Mitophagy in neurodegeneration and aging

Abstract

Mitochondrial dysfunction contributes to normal aging and a wide spectrum of age-related diseases, including neurodegenerative disorders such as Parkinson's disease and Alzheimer's disease. It is important to maintain a healthy mitochondrial population which is tightly regulated by proteolysis and mitophagy. Mitophagy is a specialized form of autophagy that regulates the turnover of damaged and dysfunctional mitochondria, organelles that function in producing energy for the cell in the form of ATP and regulating energy homeostasis. Mechanistic studies on mitophagy across species highlight a sophisticated and integrated cellular network that regulates the degradation of mitochondria. Strategies directed at maintaining a healthy mitophagy level in aged individuals might have beneficial effects. In this review, we provide an updated mechanistic overview of mitophagy pathways and discuss the role of reduced mitophagy in neurodegeneration. We also highlight potential translational applications of mitophagy-inducing compounds, such as NAD⁺ precursors and urolithins.

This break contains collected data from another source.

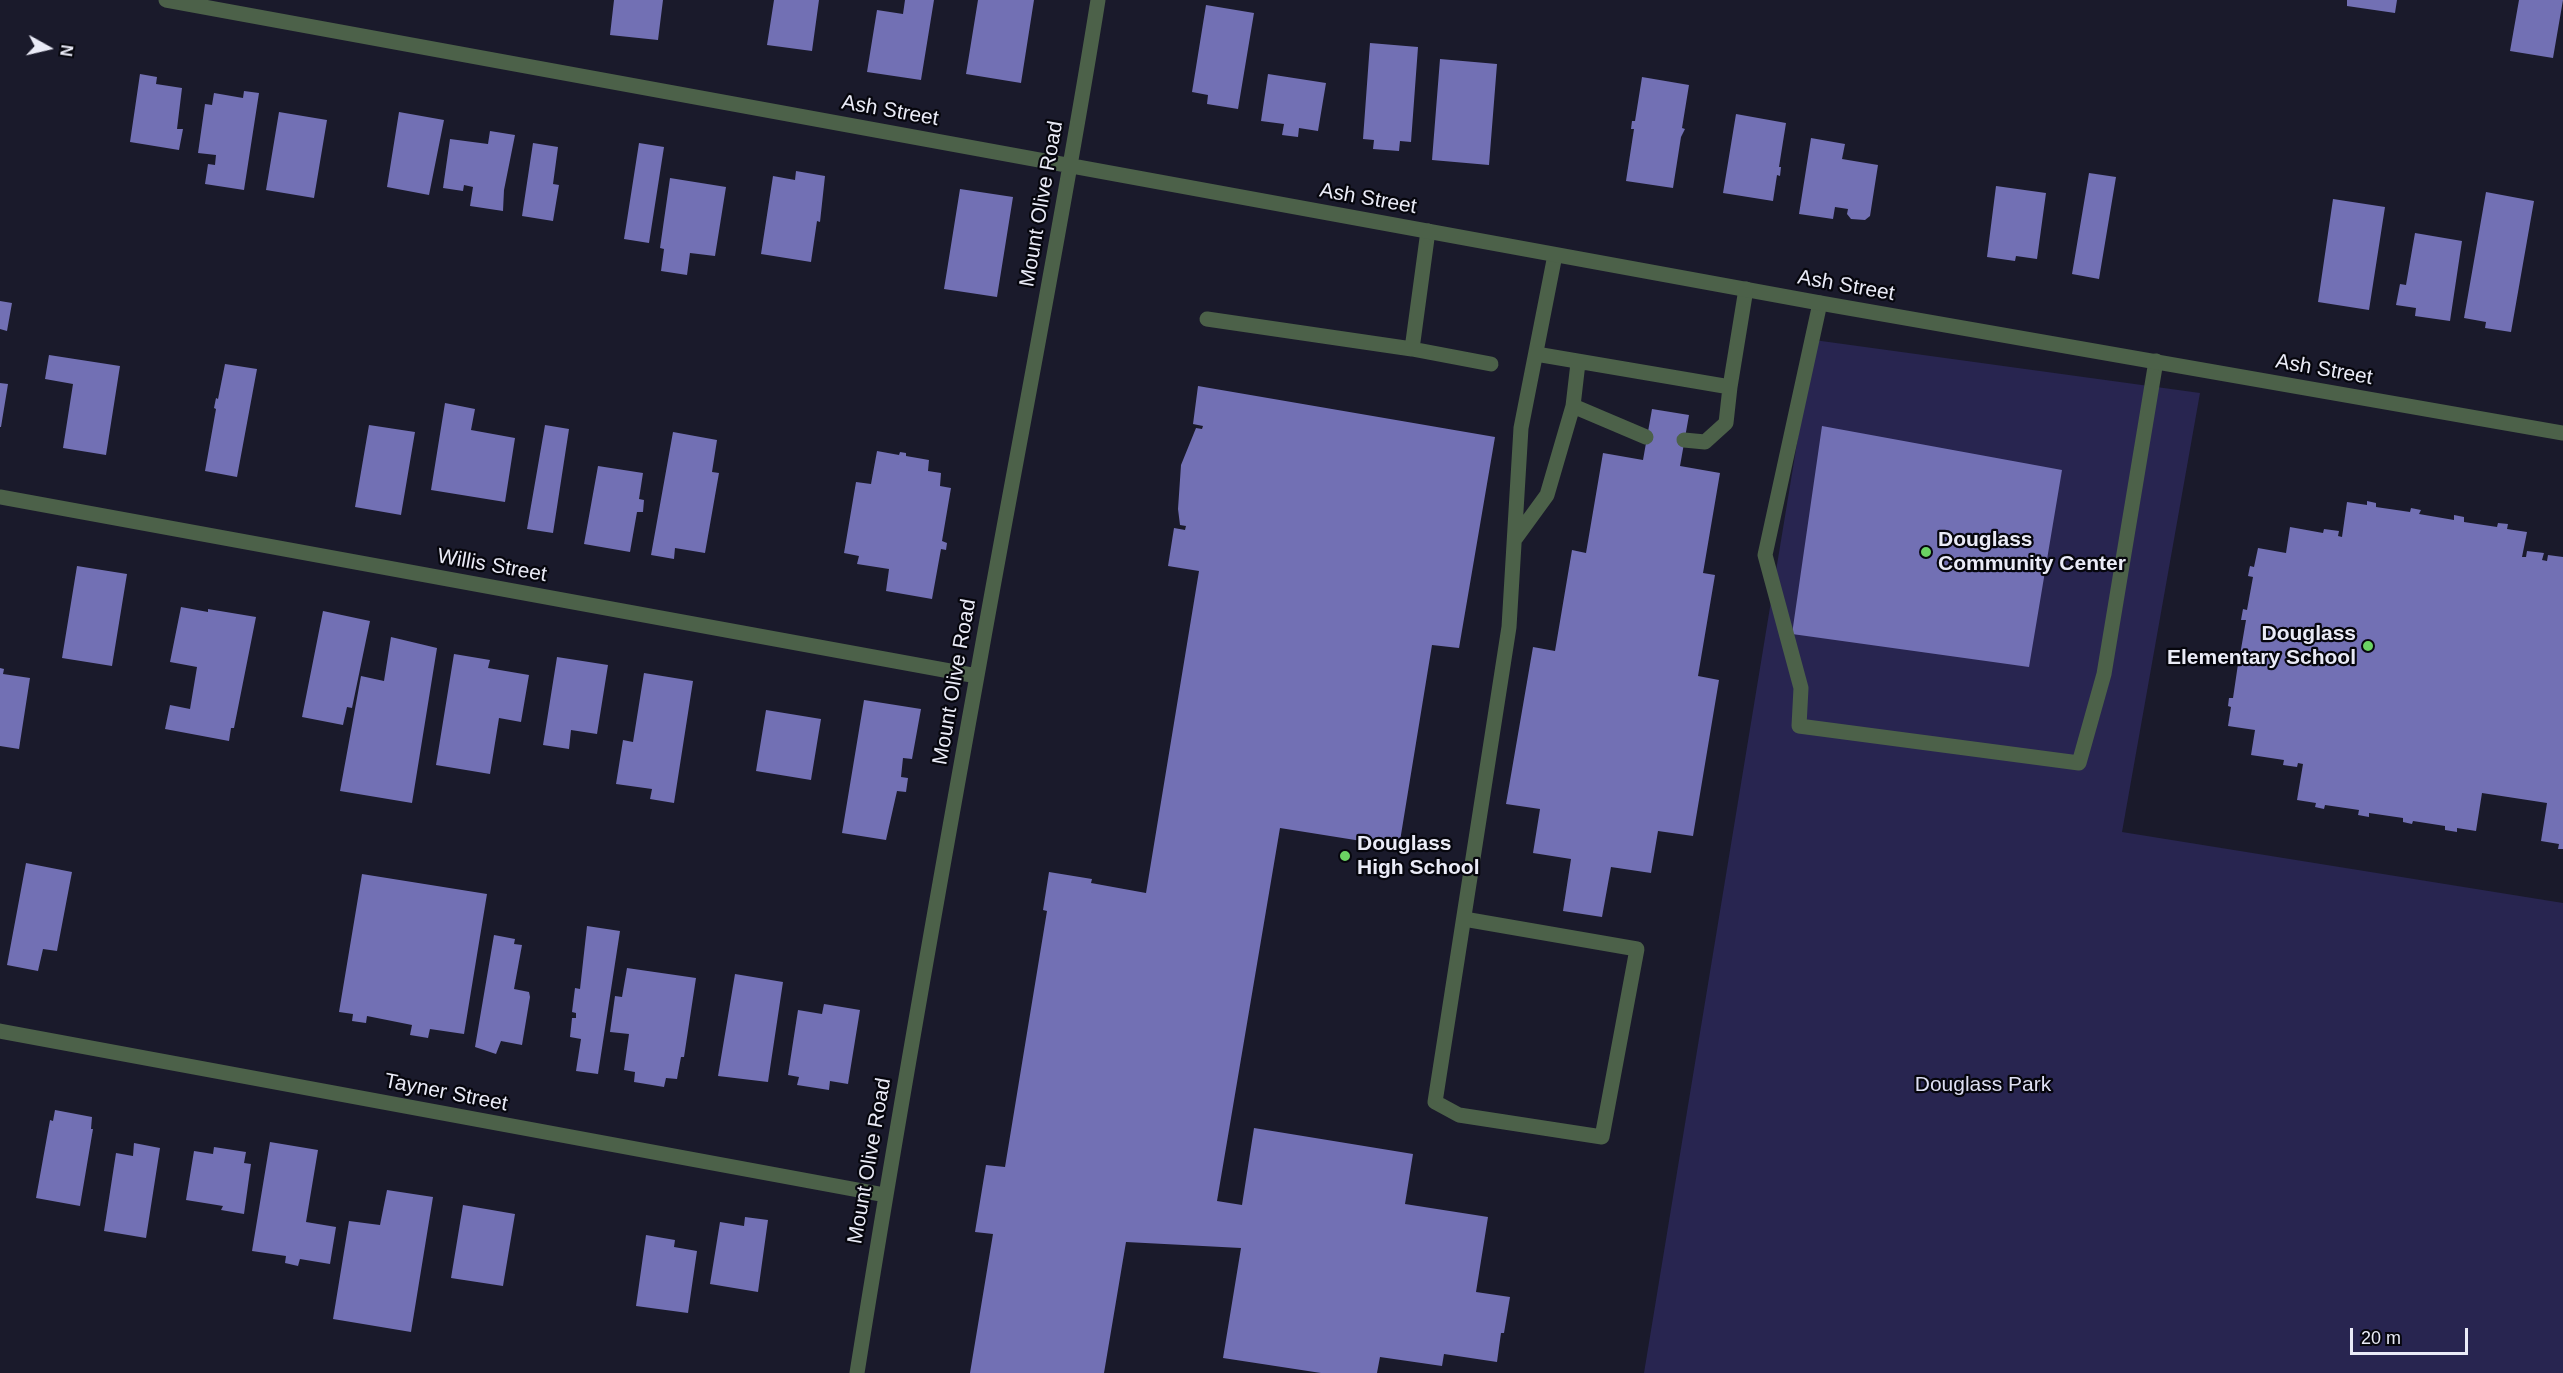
<!DOCTYPE html>
<html>
<head>
<meta charset="utf-8">
<style>
	body { margin:0 }
	#map { position:relative; width:2563px; height:1373px; overflow:hidden; background:#1a1a2b; font-family:Arial,sans-serif }
	canvas { display:block }
	.north { position:absolute; left:18px; top:18px; width:60px; height:60px; -webkit-text-stroke:4px #06060d; paint-order:stroke; rotate:98deg; font-size:16px; font-weight:700; line-height:24px; text-align:center; color:#eaebf7 }
	.north::after { content:''; display:block; margin:auto; width:21px; height:27px; background:#eaebf7; clip-path:polygon(50% 0,100% 100%,50% 72%,0 100%) }
	.scale { position:absolute; left:2350px; top:1328px; width:118px; height:27px; box-sizing:border-box; border:3px solid #eaebf7; border-top:0; padding-left:8px; font-size:18px; line-height:21px; white-space:nowrap; color:#eaebf7; -webkit-text-stroke:4px #06060d; paint-order:stroke }
</style>
</head>
<body>
<div id="map">
<canvas width="2563" height="1373"></canvas>
<div class="north">N</div>
<div class="scale">20 m</div>
</div>
<script>
const context = document.querySelector('canvas').getContext('2d');
context.lineJoin = 'round';
function paint(path, color) { context.fillStyle = color; context.fill(path, 'evenodd'); }
function trace(path, color, width, dash) { context.strokeStyle = color; context.lineWidth = width; context.lineCap = dash ? 'butt' : 'round'; context.setLineDash(dash || []); context.stroke(path); }
function drawText(font, color, halo, rows, align = 'center') {
  context.font = font + ' Arial,sans-serif'; context.lineWidth = 4.5; context.setLineDash([]); context.textBaseline = 'middle'; context.strokeStyle = halo; context.fillStyle = color; for (const [text, x, y, turn = 0] of rows) {
    context.save(); context.translate(x, y); context.rotate((+turn || 0) * Math.PI / 180); context.textAlign = isNaN(turn) ? turn : align; if (halo) context.strokeText(text, 0, 0); context.fillText(text, 0, 0); context.restore();
  }
}
paint(new Path2D(`
	M1814,340l386,53 -78,439 441,71v470h-919z`), '#282550');
paint(new Path2D(`
	M614,0h49l-5,40 -48,-5z
	M774,0h45l-7,51 -45,-6z
	M905,0h29l-13,80 -54,-8 10,-62 26,4z
	M978,0h56l-13,83 -55,-9z
	M2347,0h50l-2,13 -48,-7z
	M2519,0h44l-10,58 -43,-7z
	M1206,5l48,8 -16,96 -31,-5 1,-9 -16,-3z
	M1370,43l48,4 -7,95 -11,-1 -1,10 -26,-2 1,-9 -11,-1z
	M1440,59l57,5 -8,101 -57,-5z
	M140,74l17,3 -1,7 26,4 -5,41h6l-4,21 -49,-8z
	M1268,74l58,9 -8,48 -19,-3 -1,9 -16,-2 2,-11 -23,-3z
	M1642,77l47,8 -7,43 3,1 -4,8 -8,51 -47,-7 8,-52h-3l1,-8h3z
	M244,91l15,2 -15,97 -39,-6 3,-20 7,1 1,-10 -18,-2 7,-49 7,1 2,-12 29,5z
	M279,112l48,8 -13,78 -48,-8z
	M399,112l45,8 -15,75 -42,-8z
	M1736,114l50,9 -7,44h2l-1,9 -3,-1 -4,26 -50,-8z
	M490,131l25,4 -11,55 -1,21 -33,-5 3,-19 -9,-2 -1,6 -20,-3 7,-49 38,5z
	M1811,138l34,6 -3,15 36,6 -8,51 -5,4 -14,-1 -4,-5 1,-5 -13,-2 -2,12 -34,-5z
	M533,143l25,4 -5,37 6,1 -6,36 -31,-5z
	M639,143l25,4 -15,96 -25,-4z
	M796,171l29,5 -5,46 -3,-1 -6,41 -50,-8 12,-78 22,4z
	M2089,173l27,4 -17,102 -27,-5z
	M670,178l56,9 -11,69 -25,-3 -3,22 -26,-4 3,-22 -4,-1z
	M1996,186l50,7 -9,66 -21,-3 -1,5 -28,-4z
	M960,189l53,8 -16,100 -53,-8z
	M2486,192l48,9 -23,131 -26,-4 1,-6 -22,-4z
	M2333,199l52,8 -16,103 -51,-8z
	M2415,233l47,8 -12,80 -35,-5 1,-8 -20,-3 4,-21 6,1z
	M0,301l12,2 -5,28 -7,-2z
	M49,355l71,11 -14,89 -43,-7 10,-64 -28,-5z
	M225,364l32,5 -20,108 -32,-6 11,-62 -2,-1 2,-10 2,1z
	M0,383l8,1 -7,43h-1z
	M1198,386l297,51 -36,211 -27,-3 -33,202 -119,-19 -63,373 25,4 12,-77 159,26 -8,50 83,13 -12,75 34,5 -6,36h-3l-4,29 -53,-8 -2,12 -62,-9 -3,16h-56l-98,-15 18,-110 -115,-6 -22,131h-134l23,-139 -18,-2 11,-67 19,2 42,-256 -4,-1 6,-38 43,7 -1,4 55,10 53,-322 -31,-5 6,-38 11,2 1,-4 -6,-1 -2,-16 3,-44 15,-37 6,1 1,-3 -10,-2z
	M445,403l30,6 -4,21 44,8 -10,64 -74,-12z
	M1652,409l37,6 -9,51 40,7 -17,100 12,2 -17,101 21,4 -26,156 -35,-5 -7,42 -40,-6 -9,50 -39,-6 8,-52 -38,-6 7,-44 -34,-5 27,-157 22,4 17,-101 14,3 17,-100 40,7z
	M369,425l46,7 -14,83 -46,-8z
	M545,425l24,4 -16,104 -26,-4z
	M1822,426l240,44 -33,197 -237,-33z
	M673,432l44,8 -5,32 7,1 -14,80 -30,-5 -1,11 -23,-4z
	M877,451l22,4 1,-3 6,1v3l23,4 -1,11 13,2 -1,13 11,2 -9,53 5,2 -1,7 -5,-1 -9,50 -46,-8 3,-22 -32,-5 2,-8 -15,-3 12,-71 15,2z
	M598,466l45,7 -4,26 5,1 -1,12h-6l-7,40 -46,-8z
	M2367,501l9,2v4l34,5 1,-4 10,2 -2,4 35,6v-5l10,2v5l33,5 1,-4 10,1 -1,5 20,3 -5,25h4l1,-6 17,2 -2,7 5,1 1,-6 15,2v292h-5l1,-5 -18,-3 6,-38 -65,-10 -6,38 -19,-3v4l-12,-2v-4l-32,-5 -1,3 -9,-2v-4l-34,-5v4l-11,-2 1,-5 -34,-5 -1,4 -9,-2 1,-4 -19,-3 6,-36 -5,-1 -1,4 -14,-2 1,-5 -33,-5 4,-25 -27,-4 3,-19 -3,-1 1,-8h4l5,-34 -4,-1 2,-9 4,1 6,-35h-5l2,-11 4,1 6,-33 -5,-1 2,-10 4,1 4,-19 28,5 4,-26 33,6 1,-4 15,2 -1,5 4,1 5,-35 20,3z
	M77,566l50,8 -15,92 -50,-8z
	M181,607l27,5v-3l48,8 -22,111h-3l-2,13 -64,-12 5,-24 20,4 7,-42 -27,-5z
	M323,611l47,10 -18,87 -5,-1 -4,18 -41,-8z
	M391,637l46,11 -25,155 -72,-12 21,-115 23,5z
	M454,654l36,6 -2,8 41,7 -8,47 -22,-4 -9,56 -54,-9z
	M557,657l51,8 -11,69 -26,-4 -2,19 -26,-4z
	M0,668l4,1 -1,5 27,4 -11,71 -19,-3z
	M644,673l49,8 -19,122 -24,-4 2,-10 -36,-5 7,-44 10,2z
	M864,700l57,9 -9,50 -9,-1 -2,19 7,1 -2,14 -9,-1 -11,49 -44,-7z
	M766,710l55,9 -10,61 -55,-9z
	M26,863l46,9 -15,79 -14,-2 -5,22 -31,-6z
	M362,874l125,20 -23,140 -34,-5 -2,9 -18,-3 2,-10 -45,-9 -1,7 -14,-2 1,-7 -14,-2z
	M587,926l33,5 -22,143 -22,-3 5,-32 -11,-2 2,-19h4v-5l-4,-1 3,-24 5,1z
	M494,935l21,4 -1,5 8,1 -8,44 15,3 1,5 -8,48 -21,-4 -5,13 -21,-7z
	M627,968l69,10 -12,79h-3l-4,22 -11,-1 -2,9 -30,-5 1,-10 -11,-2 5,-36 -19,-2 5,-36 7,1z
	M735,974l48,8 -15,100 -50,-6z
	M824,1004l36,6 -12,74 -18,-3 -1,9 -32,-5 2,-8 -11,-2 10,-65 24,4z
	M55,1110l37,7 -1,12h2l-13,77 -44,-8 14,-78 3,1z
	M270,1142l48,8 -12,72 30,5 -6,37 -30,-5 -2,7 -13,-3 1,-7 -34,-5z
	M134,1143l26,5 -14,90 -42,-7 12,-78 17,3z
	M214,1147l32,5 -2,11 7,1 -7,50 -23,-4 2,-4 -37,-6 8,-49 19,3z
	M387,1190l46,7 -22,135 -78,-13 16,-98 31,4z
	M463,1205l52,9 -12,72 -52,-8z
	M745,1217l23,3 -10,72 -48,-8 10,-62 24,4z
	M646,1235l29,5 -1,7 23,4 -9,62 -52,-7z`), '#7270b4');
trace(new Path2D(`
	M1428,231l-16,118 79,15
	M1820,303l-55,252 36,133 -2,38 280,37 25,-89 52,-313
	M1207,319l205,30
	M1536,354l194,33 16,-98
	M1578,363l-5,43 73,31
	M1684,440l21,2 21,-19 4,-36
	M1515,539l32,-44 26,-89
	M1464,919l173,30 -35,188 -143,-22 -24,-13 74,-475 12,-199 34,-173`), '#4c6149', 15);
trace(new Path2D(`
	M166,0l1654,303 743,130
	M0,497l977,179
	M0,1031l885,164
	M857,1373c37,-233 78,-465 120,-697 40,-226 85,-450 121,-676`), '#4c6149', 15);
for (const [x, y, r, color] of [
	[1926,552,6,"#6bd363"],
	[2368,646,6,"#6bd363"],
	[1345,856,6,"#6bd363"]
]) { const dot = new Path2D(); dot.arc(x, y, r, 0, 2 * Math.PI); context.fillStyle = color; context.fill(dot); trace(dot, '#06060d', 2); }
drawText('21px', '#eaebf7', '#06060d', [
	["Ash Street",890,111,10],
	["Ash Street",1368,199,10],
	["Mount Olive Road",1042,204,-80],
	["Ash Street",1846,286,10],
	["Ash Street",2324,370,10],
	["Willis Street",492,566,10],
	["Mount Olive Road",955,682,-80],
	["Tayner Street",446,1093,11],
	["Mount Olive Road",870,1161,-80]
]);
drawText('bold 21px', '#eaebf7', '#06060d', [
	["Douglass",1938,540],
	["Community Center",1938,564],
	["Douglass",2356,634,"right"],
	["Elementary School",2356,658,"right"],
	["Douglass",1357,844],
	["High School",1357,868]
], 'left');
drawText('21px', '#dedff3', '#06060d', [
	["Douglass Park",1983,1085]
]);
</script>
</body>
</html>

Figure 1. Overview of Mitophagy Pathways

A. PINK1/Parkin-mediated pathway. PINK1 is stabilized on the outer mitochondrial membrane of damaged mitochondria where it phosphorylates ubiquitin, leading to the activation of parkin. Parkin polyubiquitinates mitochondrial proteins, leading to the association with autophagy receptors and the formation of the autophagosome. The autophagosome then fuses with the lysosome, leading to degradation. Alternatively, PINK1 can recruit autophagy receptors directly in a parkin-independent manner, leading to low levels of mitophagy. B. Reticulocyte mitophagy. Upon maturation signal, NIX localizes to the outer mitochondrial membrane of reticulocyte mitochondria. NIX binds to LC3, leading to the formation of the autophagosome. C. Mammalian sperm mitophagy. Ubiquitinated paternal sperm associates with VCP. VCP facilitates the presentation of ubiquitinated (Ub) sperm mitochondrial proteins to the 26S proteasome, leading to degradation. Synchronously, SQSTM1 binds to other ubiquitinated mitochondrial proteins leading to sequestration within an autophagosome. D. Mitochondria-derived vesicles. Unfolded oxidized proteins lead to aggregation. Cardiolipin is locally oxidized to phosphatidic acid, leading to membrane curvature. PINK1 is localized to the outer mitochondrial membrane where it recruits parkin. The vesicle is formed and the cargo is transported to the lysosome for degradation. E. C. elegans somatic tissue. PINK1 is stabilized on the OMM of damaged/superfluous mitochondria, leading to the recruitment of parkin. Parkin ubiquitinates DCT-1 (homolog of NIX/BNIP3L), which associates with LGG-1 (homolog of LC3), leading to the formation of the autophagosome. F. C. elegans sperm. Loss of membrane integrity triggers the release of endonuclease G from inner mitochondrial membrane space to the mitochondrial matrix, where it degrades mtDNA. G. Yeast. Association of OMM protein Atg32 to isolation membrane-bound Atg8 directly or through its interaction with Atg11 recruits targeted mitochondria to the autophagosome.

Fig 2. Mitophagy in neurodegeneration and aging

Mitophagy can be inhibited by a reduction of autophagic protein activity or by depletion of metabolites such as NAD⁺ due to increased DNA damage and consumption or due to a decline in NAD⁺ synthesis. A reduction in mitophagy leads to an accumulation of dysfunctional mitochondria, which can induce a variety of damage contributing to neurodegeneration and aging. These pathologies can be restored by targeting mitophagy through genetic editing, mitophagy-inducing compounds, and NAD⁺ supplementation.